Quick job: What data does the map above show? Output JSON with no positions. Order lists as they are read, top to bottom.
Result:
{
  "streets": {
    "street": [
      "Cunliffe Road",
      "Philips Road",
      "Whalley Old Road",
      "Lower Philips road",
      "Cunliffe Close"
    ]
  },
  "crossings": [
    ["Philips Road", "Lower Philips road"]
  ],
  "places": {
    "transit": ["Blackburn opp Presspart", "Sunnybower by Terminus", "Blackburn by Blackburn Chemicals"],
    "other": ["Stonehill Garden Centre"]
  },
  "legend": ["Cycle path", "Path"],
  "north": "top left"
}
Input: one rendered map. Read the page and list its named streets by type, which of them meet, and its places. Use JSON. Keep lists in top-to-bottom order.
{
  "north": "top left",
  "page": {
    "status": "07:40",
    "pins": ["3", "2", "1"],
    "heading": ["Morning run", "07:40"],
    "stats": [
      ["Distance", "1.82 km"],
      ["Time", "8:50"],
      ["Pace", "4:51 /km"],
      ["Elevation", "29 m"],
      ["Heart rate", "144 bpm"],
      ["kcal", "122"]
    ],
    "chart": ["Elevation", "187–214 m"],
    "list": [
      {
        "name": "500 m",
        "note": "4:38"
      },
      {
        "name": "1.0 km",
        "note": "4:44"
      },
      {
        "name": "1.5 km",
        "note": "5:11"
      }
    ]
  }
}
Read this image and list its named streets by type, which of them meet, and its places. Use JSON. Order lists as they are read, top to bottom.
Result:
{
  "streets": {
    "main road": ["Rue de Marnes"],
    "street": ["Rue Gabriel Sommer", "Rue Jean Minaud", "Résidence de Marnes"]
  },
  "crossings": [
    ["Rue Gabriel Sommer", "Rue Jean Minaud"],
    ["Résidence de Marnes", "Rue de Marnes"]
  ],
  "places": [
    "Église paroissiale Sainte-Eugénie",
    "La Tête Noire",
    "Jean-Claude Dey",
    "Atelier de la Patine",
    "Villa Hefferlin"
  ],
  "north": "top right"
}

• _Instructions for the task_: Print the material above verbatim, first line through the line containing "Read this image", both included.

• _Solution to this task_:
Quick job: What data does the map above show? Output JSON with no positions. Order lists as they are read, top to bottom.
Result:
{
  "streets": {
    "street": [
      "Cunliffe Road",
      "Philips Road",
      "Whalley Old Road",
      "Lower Philips road",
      "Cunliffe Close"
    ]
  },
  "crossings": [
    ["Philips Road", "Lower Philips road"]
  ],
  "places": {
    "transit": ["Blackburn opp Presspart", "Sunnybower by Terminus", "Blackburn by Blackburn Chemicals"],
    "other": ["Stonehill Garden Centre"]
  },
  "legend": ["Cycle path", "Path"],
  "north": "top left"
}
Input: one rendered map. Read the page and list its named streets by type, which of them meet, and its places. Use JSON. Keep lists in top-to-bottom order.
{
  "north": "top left",
  "page": {
    "status": "07:40",
    "pins": ["3", "2", "1"],
    "heading": ["Morning run", "07:40"],
    "stats": [
      ["Distance", "1.82 km"],
      ["Time", "8:50"],
      ["Pace", "4:51 /km"],
      ["Elevation", "29 m"],
      ["Heart rate", "144 bpm"],
      ["kcal", "122"]
    ],
    "chart": ["Elevation", "187–214 m"],
    "list": [
      {
        "name": "500 m",
        "note": "4:38"
      },
      {
        "name": "1.0 km",
        "note": "4:44"
      },
      {
        "name": "1.5 km",
        "note": "5:11"
      }
    ]
  }
}
Read this image and list its named streets by type, which of them meet, and its places. Use JSON. Order lists as they are read, top to bottom.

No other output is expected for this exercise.